Dans le même temps, pas moins de 154 milliards de dollars ont été dépensés en 2023 à travers le monde dans le domaine de l’intelligence artificielle, a fait observer la fondatrice et dirigeante de Defined a.i. Mme Daniela Braga a constaté que les plus grands pays qui investissent dans l’IA -États-Unis, Royaume-Uni, Chine et les pays de l’Union européenne- se battent pour être les premiers à innover, au lieu de se focaliser sur la résolution des problèmes du monde à travers l’adhésion aux ODD.  Elle a souhaité que davantage d’États soient impliqués dans ce domaine et aussi davantage de femmes, celles-ci ne recevant qu’à peine 2% des fonds dédiés au financement de la recherche en matière d’intelligence artificielle. 

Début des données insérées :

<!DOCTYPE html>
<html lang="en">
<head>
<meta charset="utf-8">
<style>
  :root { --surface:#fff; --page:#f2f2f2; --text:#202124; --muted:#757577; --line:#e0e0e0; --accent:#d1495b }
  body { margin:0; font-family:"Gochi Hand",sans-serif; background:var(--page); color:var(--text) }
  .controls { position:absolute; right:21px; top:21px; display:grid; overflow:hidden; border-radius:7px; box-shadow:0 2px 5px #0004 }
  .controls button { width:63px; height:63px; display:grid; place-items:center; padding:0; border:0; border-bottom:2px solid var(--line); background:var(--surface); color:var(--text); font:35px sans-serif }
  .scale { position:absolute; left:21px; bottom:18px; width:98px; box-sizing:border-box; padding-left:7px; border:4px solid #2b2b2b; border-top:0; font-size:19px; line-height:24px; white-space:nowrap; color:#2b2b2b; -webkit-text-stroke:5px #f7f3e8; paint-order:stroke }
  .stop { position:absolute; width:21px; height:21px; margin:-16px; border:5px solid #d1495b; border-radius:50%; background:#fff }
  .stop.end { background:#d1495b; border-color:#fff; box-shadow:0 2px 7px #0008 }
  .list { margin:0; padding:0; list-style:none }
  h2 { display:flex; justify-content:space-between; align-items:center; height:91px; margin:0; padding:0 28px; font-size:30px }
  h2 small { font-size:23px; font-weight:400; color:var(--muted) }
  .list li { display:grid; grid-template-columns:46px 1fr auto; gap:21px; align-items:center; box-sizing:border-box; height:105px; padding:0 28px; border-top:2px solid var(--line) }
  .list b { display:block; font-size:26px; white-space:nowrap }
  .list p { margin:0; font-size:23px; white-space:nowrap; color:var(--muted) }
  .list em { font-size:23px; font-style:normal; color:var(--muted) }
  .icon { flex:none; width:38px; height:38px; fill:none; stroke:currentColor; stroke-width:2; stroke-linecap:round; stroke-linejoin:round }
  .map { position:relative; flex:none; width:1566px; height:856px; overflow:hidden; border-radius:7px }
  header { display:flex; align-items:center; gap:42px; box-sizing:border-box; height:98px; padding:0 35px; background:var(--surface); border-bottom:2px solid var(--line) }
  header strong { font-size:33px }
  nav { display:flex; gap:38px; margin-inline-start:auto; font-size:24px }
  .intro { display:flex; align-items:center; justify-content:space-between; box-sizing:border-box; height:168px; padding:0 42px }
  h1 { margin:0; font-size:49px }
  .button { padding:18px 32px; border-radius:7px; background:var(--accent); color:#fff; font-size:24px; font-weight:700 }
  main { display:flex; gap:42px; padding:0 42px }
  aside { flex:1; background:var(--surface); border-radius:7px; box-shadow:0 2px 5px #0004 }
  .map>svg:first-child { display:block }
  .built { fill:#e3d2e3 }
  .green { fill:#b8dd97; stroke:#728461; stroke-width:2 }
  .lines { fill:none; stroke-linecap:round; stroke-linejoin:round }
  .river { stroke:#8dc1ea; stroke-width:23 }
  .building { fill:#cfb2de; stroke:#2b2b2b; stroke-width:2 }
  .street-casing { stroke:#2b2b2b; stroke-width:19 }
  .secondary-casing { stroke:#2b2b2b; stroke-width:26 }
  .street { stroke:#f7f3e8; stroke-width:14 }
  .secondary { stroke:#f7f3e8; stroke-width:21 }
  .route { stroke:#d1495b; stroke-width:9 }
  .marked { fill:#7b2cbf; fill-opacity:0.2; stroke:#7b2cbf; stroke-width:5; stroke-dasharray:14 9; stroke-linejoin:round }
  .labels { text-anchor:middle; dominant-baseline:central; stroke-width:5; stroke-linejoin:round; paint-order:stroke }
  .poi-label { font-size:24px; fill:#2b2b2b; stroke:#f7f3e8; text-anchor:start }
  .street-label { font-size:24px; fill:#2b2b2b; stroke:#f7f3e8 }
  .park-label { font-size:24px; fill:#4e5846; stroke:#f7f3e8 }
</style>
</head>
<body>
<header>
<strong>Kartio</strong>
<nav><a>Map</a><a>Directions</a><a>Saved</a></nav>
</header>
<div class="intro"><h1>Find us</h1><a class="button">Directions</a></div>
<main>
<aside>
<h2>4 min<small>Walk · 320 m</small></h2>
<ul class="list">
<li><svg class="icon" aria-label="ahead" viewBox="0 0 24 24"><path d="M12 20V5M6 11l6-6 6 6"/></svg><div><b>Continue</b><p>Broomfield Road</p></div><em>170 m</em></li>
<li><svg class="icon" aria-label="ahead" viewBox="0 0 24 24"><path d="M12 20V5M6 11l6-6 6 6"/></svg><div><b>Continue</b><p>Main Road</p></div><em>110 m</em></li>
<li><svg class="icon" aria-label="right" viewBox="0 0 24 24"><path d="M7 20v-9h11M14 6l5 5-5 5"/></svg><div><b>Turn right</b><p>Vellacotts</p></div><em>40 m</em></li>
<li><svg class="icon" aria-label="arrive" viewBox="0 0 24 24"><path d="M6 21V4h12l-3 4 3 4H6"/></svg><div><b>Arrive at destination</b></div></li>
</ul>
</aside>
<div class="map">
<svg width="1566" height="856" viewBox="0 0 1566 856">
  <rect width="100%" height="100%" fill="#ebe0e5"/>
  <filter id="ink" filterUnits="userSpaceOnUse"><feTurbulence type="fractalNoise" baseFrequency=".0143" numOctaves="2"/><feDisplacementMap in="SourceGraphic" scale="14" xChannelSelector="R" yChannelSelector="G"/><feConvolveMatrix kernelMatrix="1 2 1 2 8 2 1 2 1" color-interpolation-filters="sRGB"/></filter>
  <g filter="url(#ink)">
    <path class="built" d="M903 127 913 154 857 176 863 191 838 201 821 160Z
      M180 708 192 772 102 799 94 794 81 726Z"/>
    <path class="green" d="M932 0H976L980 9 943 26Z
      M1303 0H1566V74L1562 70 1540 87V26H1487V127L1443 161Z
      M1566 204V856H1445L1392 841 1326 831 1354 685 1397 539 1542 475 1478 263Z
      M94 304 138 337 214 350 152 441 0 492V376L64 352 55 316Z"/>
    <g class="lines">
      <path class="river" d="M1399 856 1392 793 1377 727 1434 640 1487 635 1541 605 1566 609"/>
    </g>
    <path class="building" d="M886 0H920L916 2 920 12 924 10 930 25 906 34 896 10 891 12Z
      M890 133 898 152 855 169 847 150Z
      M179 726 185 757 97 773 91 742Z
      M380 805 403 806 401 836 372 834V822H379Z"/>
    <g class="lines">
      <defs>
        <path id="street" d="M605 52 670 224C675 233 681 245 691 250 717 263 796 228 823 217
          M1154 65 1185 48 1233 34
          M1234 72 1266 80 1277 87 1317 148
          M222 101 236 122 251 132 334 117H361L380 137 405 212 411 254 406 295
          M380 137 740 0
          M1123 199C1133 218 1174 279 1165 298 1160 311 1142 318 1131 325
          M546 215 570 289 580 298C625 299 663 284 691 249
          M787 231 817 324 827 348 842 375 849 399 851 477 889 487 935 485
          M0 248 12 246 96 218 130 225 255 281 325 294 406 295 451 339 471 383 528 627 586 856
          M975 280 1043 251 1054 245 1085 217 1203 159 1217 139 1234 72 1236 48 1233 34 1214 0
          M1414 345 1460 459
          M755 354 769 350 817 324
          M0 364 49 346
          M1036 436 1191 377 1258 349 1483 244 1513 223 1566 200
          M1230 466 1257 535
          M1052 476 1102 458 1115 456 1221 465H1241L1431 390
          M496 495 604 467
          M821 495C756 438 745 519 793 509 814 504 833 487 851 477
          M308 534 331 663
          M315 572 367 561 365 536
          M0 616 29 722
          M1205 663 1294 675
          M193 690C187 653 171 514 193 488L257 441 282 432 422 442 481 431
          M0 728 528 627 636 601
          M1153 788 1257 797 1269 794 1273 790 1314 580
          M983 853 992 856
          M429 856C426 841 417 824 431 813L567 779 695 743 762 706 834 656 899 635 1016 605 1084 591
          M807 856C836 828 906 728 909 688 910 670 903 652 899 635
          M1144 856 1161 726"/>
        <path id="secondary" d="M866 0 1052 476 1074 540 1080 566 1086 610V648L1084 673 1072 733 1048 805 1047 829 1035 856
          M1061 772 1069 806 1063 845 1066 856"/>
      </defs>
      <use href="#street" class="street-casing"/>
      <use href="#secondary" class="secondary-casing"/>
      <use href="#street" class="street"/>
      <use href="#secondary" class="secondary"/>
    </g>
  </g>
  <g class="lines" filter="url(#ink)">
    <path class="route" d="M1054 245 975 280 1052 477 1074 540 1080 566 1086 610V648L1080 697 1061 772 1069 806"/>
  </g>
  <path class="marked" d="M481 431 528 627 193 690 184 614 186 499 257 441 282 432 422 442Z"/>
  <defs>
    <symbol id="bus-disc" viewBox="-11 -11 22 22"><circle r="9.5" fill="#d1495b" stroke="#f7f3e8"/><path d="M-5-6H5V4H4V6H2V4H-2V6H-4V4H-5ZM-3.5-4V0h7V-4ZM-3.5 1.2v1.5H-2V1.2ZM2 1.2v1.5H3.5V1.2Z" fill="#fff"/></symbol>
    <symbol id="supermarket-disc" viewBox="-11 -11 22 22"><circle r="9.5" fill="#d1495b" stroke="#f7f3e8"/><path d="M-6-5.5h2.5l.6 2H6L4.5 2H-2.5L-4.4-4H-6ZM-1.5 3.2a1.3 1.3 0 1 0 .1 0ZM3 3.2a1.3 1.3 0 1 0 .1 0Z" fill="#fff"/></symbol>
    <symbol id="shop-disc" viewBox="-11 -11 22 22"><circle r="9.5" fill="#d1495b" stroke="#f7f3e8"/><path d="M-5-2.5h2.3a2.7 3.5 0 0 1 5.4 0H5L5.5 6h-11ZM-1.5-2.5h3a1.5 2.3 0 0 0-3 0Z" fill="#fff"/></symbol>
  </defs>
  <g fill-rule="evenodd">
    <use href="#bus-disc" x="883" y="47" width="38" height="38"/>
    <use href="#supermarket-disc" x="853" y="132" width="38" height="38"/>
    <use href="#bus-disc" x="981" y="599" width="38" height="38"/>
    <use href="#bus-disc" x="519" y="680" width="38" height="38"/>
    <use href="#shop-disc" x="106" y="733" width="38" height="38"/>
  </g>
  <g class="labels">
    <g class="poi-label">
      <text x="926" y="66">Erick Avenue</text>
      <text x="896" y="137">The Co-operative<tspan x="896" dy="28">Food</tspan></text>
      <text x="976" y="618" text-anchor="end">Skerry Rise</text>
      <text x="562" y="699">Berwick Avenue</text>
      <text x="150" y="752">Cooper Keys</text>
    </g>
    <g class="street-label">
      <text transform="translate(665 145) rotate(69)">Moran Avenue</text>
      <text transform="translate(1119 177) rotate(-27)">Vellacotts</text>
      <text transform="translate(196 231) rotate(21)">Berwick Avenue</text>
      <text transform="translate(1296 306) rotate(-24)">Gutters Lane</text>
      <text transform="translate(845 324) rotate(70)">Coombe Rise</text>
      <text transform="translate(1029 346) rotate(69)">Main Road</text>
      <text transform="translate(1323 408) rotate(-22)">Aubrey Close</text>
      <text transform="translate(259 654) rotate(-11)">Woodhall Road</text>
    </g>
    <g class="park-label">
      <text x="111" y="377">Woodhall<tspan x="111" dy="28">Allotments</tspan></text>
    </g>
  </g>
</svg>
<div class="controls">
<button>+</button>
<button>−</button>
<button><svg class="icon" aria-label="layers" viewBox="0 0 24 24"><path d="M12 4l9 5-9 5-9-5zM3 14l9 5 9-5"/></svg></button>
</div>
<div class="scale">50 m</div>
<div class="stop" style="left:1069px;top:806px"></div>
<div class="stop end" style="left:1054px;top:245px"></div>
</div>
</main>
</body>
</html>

Les femmes ont un rôle prééminent à jouer, a confirmé l’une des coprésidentes du forum, Mme Christiana Markus Lassen (Danemark).  Elle a insisté sur le rôle important que peut jouer l’intelligence artificielle dans notre monde empli de défis à relever, avant d’alerter sur l’acuité du problème de financement, qu’il soit au service de la justice climatique ou du développement durable.  Mme Rhonda King (Saint-Vincent-et-les Grenadines), l’autre coprésidente du forum, a souligné que la technologie et l’innovation jouent précisément un rôle concret pour remédier à la crise climatique. Toutefois, « la fenêtre est en train de se refermer » pour remédier aux défis du climat et du développement durable, a prévenu Mme Joyeeta Gupta, du Groupe des 10 hauts représentants de la société civile, du secteur privé et la communauté scientifique pour promouvoir la science, la technologie et l’innovation pour les ODD.

L’experte s’est également inquiétée du phénomène de la désinformation, soulignant que l’intelligence artificielle ne fait que l’aggraver. L’IA touche à tous les domaines de la vie, a noté le Secrétaire général adjoint aux affaires économiques et sociales, M. Li Junhua, en soulignant les défis considérables qu’elle pose et en appelant à une bonne gouvernance du secteur.  Mais n’oublions pas que cette intelligence artificielle est devenue essentielle pour répondre aux enjeux climatiques, a-t-il rappelé. 

Au sujet du fossé numérique entre pays qui a été plusieurs fois mentionné au cours de la journée, l’Ouganda, au nom du Groupe des 77 et la Chine, a demandé une augmentation de l’aide publique au développement (APD) pour y remédier, rappelant que les cibles fixées dans ce domaine n’ont toujours pas été atteintes.  « Les engagements en matière d’APD doivent être respectés. » 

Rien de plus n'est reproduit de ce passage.